▶ _WORK ORDER_: Below are records that hold pictures; write out only the lines from their start through the line with "Input: one rendered", exactly, and drop the pictures.
EXTRACTED MATERIAL Start Marker
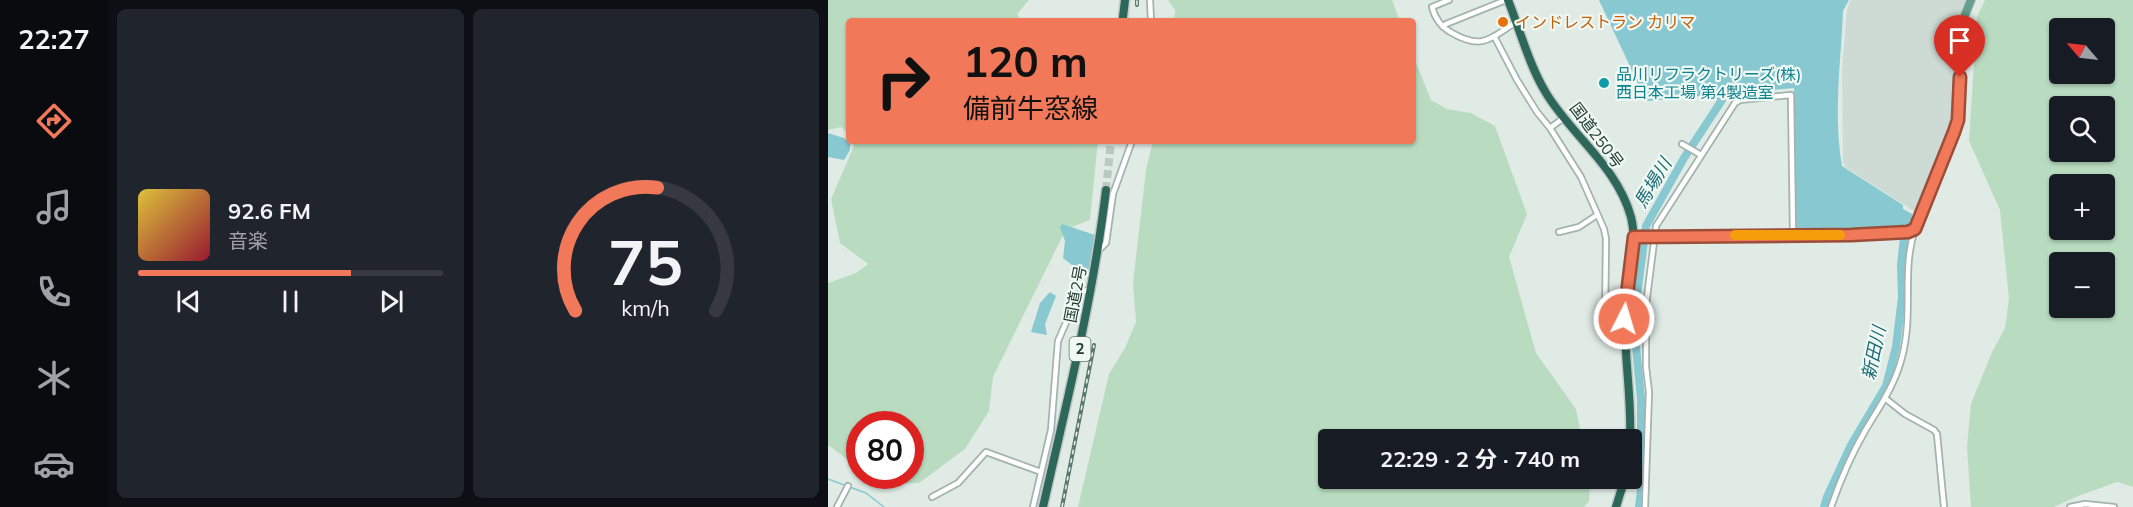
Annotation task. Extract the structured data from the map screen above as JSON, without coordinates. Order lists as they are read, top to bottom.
{
  "streets": {
    "highway": ["国道250号", "国道2号", "2"]
  },
  "water": ["馬場川", "新田川"],
  "places": ["インドレストラン カリマ", "品川リフラクトリーズ(株) 西日本工場 第4製造室"],
  "north": "top left",
  "page": {
    "tabs": "22:27",
    "map_buttons": ["+", "−"],
    "turn": ["120 m", "備前牛窓線"],
    "song": ["92.6 FM", "音楽"],
    "limit": "80",
    "trip": "22:29 · 2 分 · 740 m",
    "gauge": ["75", "km/h"]
  }
}
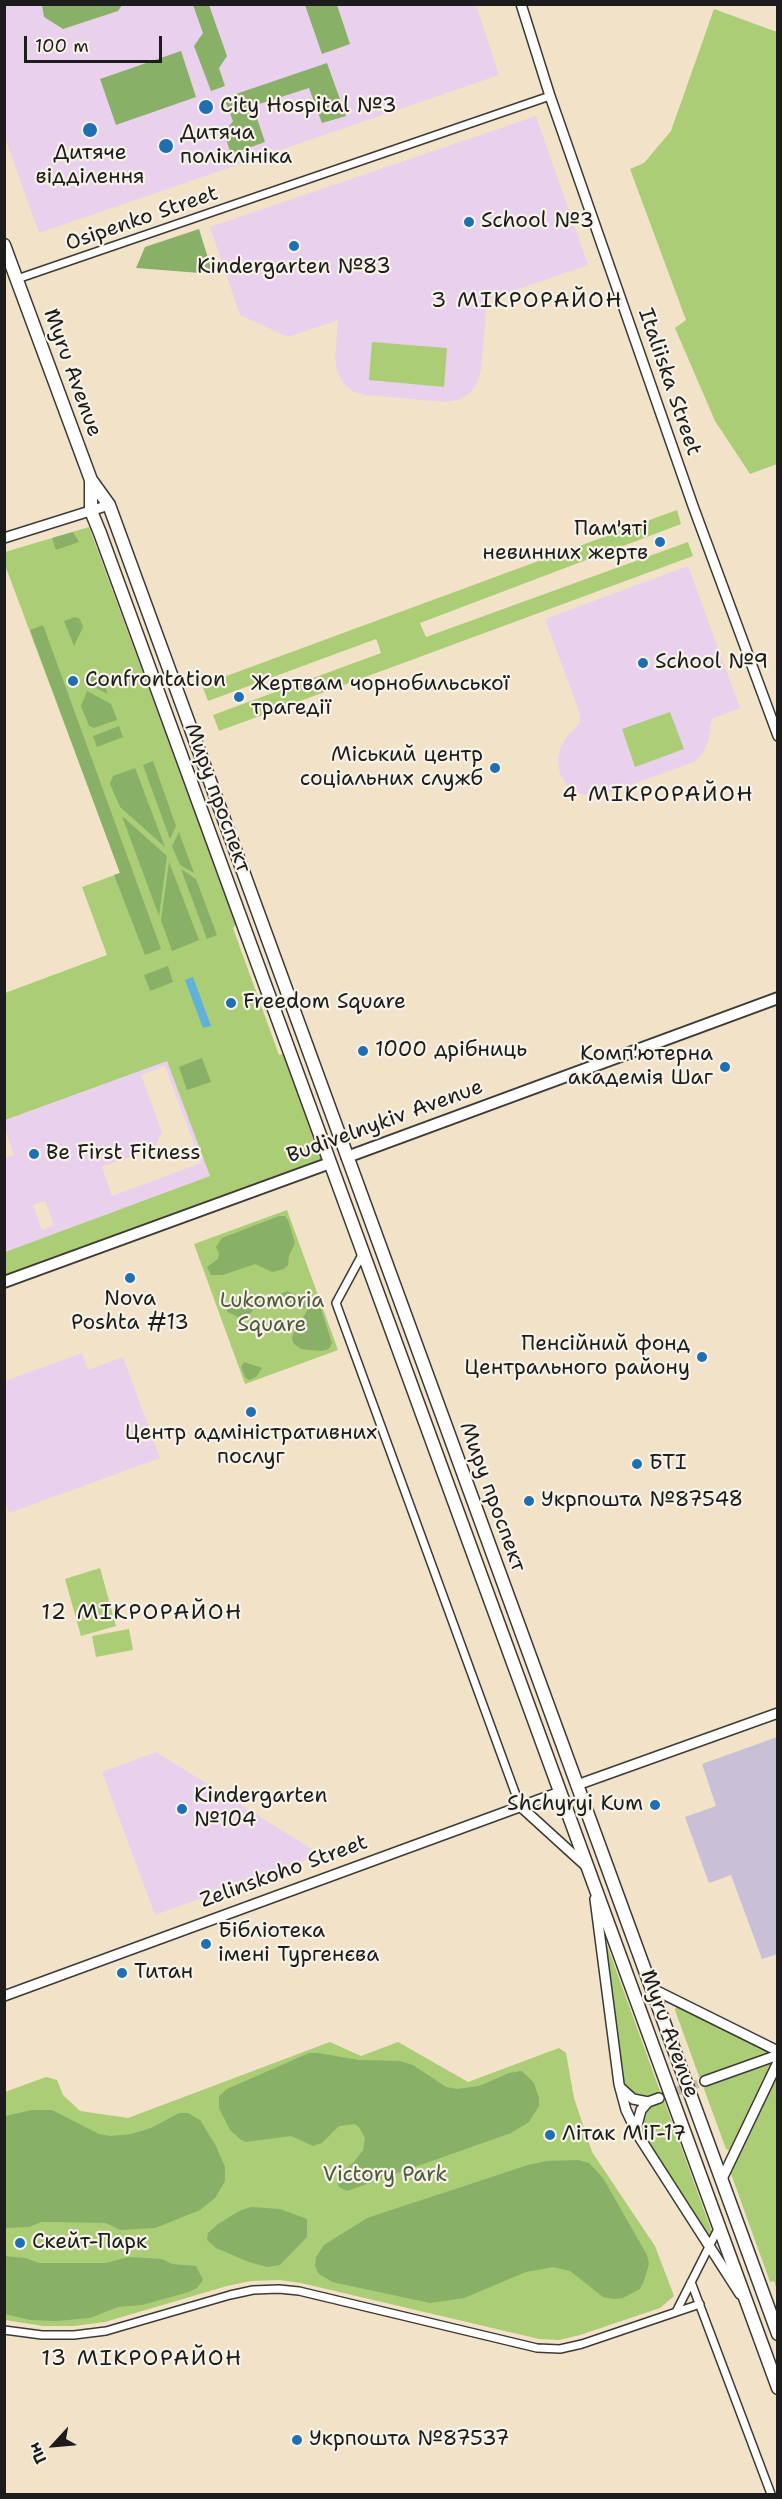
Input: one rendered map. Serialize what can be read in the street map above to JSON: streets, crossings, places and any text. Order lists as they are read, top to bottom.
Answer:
{
  "streets": {
    "highway": [
      "Myru Avenue",
      "Миру проспект",
      "Budivelnykiv Avenue",
      "Zelinskoho Street"
    ],
    "street": ["Osipenko Street", "Italiiska Street"]
  },
  "crossings": [
    ["Osipenko Street", "Myru Avenue"],
    ["Osipenko Street", "Italiiska Street"],
    ["Myru Avenue", "Миру проспект"],
    ["Myru Avenue", "Budivelnykiv Avenue"],
    ["Myru Avenue", "Zelinskoho Street"],
    ["Миру проспект", "Budivelnykiv Avenue"],
    ["Миру проспект", "Zelinskoho Street"]
  ],
  "districts": [
    "3 МІКРОРАЙОН",
    "4 МІКРОРАЙОН",
    "12 МІКРОРАЙОН",
    "13 МІКРОРАЙОН"
  ],
  "parks": ["Lukomoria Square", "Victory Park"],
  "places": [
    "City Hospital №3",
    "Дитяче відділення",
    "Дитяча поліклініка",
    "School №3",
    "Kindergarten №83",
    "Пам'яті невинних жертв",
    "School №9",
    "Confrontation",
    "Жертвам чорнобильської трагедії",
    "Міський центр соціальних служб",
    "Freedom Square",
    "1000 дрібниць",
    "Комп'ютерна академія Шаг",
    "Be First Fitness",
    "Nova Poshta #13",
    "Пенсійний фонд Центрального району",
    "Центр адміністративних послуг",
    "БТІ",
    "Укрпошта №87548",
    "Shchyryi Kum",
    "Kindergarten №104",
    "Бібліотека імені Тургенєва",
    "Титан",
    "Літак МіГ-17",
    "Скейт-Парк",
    "Укрпошта №87537"
  ],
  "scale_bar": "100 m",
  "north": "bottom left"
}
EXTRACTED MATERIAL End Marker
▶ _SOLUTION FOR THIS EXERCISE_:
Annotation task. Extract the structured data from the map screen above as JSON, without coordinates. Order lists as they are read, top to bottom.
{
  "streets": {
    "highway": ["国道250号", "国道2号", "2"]
  },
  "water": ["馬場川", "新田川"],
  "places": ["インドレストラン カリマ", "品川リフラクトリーズ(株) 西日本工場 第4製造室"],
  "north": "top left",
  "page": {
    "tabs": "22:27",
    "map_buttons": ["+", "−"],
    "turn": ["120 m", "備前牛窓線"],
    "song": ["92.6 FM", "音楽"],
    "limit": "80",
    "trip": "22:29 · 2 分 · 740 m",
    "gauge": ["75", "km/h"]
  }
}
Input: one rendered map. Serialize what can be read in the street map above to JSON: streets, crossings, places and any text. Order lists as they are read, top to bottom.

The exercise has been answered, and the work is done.